Creating a Smart-ID account for a minor requires a parent/legal guardian to authenticate their account…

Don’t just click “continue”: read the instructions on the screen carefully and double check that all the information you enter is correct, and the whole process will be easy and stress-free… The child cannot continue with their registration until we’ve got one parent approval…

Source

For the API, for instance:

# Where can I find users date of birth?

Birth of date is encoded into personal identity code. Latvian new personal identity code format is exception though. Special birth of date field will be added to Smart-ID certificates in stages and only for Qualified accounts.

For convinience smart-id-java-client and smart-id-php-client have special function getDateOfBirth… for that. For getting that info directly from certificate see getDateOfBirthCertificateAttribute and getDateOfBirthFromCertificateField.

Source

Similar to Latvia, the number of Estonia and Lithuania has the date of infinitely magnificent event as someone’s date of birth, too!
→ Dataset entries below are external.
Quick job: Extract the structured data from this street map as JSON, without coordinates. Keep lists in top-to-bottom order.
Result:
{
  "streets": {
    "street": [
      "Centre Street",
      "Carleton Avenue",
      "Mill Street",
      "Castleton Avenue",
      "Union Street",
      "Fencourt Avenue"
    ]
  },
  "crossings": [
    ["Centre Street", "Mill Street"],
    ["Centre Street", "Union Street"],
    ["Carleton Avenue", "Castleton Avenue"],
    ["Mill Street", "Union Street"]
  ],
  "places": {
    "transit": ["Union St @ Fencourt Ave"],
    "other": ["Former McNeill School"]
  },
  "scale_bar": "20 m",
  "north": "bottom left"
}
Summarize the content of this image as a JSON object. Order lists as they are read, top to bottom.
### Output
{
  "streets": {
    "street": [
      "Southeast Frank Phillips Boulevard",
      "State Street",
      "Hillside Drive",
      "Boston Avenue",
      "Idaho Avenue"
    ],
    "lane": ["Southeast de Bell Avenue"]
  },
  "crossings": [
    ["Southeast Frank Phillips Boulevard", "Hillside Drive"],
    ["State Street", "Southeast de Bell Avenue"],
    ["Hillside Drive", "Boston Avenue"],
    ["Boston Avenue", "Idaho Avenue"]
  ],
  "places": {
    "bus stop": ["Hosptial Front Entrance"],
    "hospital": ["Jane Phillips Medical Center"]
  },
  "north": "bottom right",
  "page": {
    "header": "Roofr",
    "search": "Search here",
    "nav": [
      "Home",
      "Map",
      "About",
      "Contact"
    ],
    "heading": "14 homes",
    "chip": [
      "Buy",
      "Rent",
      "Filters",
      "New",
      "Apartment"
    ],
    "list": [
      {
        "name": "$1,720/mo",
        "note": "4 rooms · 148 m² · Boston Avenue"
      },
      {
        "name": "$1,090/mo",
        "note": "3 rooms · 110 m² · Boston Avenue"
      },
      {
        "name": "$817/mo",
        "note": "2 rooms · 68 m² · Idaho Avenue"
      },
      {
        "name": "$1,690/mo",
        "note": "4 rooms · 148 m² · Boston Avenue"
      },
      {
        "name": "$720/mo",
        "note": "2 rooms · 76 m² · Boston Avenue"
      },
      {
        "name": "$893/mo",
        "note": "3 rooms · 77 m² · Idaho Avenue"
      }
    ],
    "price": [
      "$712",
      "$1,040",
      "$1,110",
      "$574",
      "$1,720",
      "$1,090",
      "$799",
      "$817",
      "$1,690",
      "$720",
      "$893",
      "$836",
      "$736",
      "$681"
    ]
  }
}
The ways in which such a system is implemented vary among countries, but in most cases citizens are issued an identification number upon reaching legal age, or when they are born…

In Estonia, a Personal Identification Code (Estonian: isikukood, abbreviated as IK) is formed on the basis of the sex and date of birth of a person…

In Lithuania the Personal Code (Lithuanian: asmens kodas) consists of 11 digits, and currently is in the form G YYMMDD NNN C, where G is gender & birth century, YYMMDD is the birthday, NNN is a serial number, C is a checksum digit…
/* … */ C = lt_nin_checksum(“3840915201”);

Source

Therefore, there should be an option to verify the age without the personal identification code. And if not, just a personal number got within the age verification scope, transferred within secure government session channel, should be enough. The government, in turn, won’t share such information with untrusted services - access to the API.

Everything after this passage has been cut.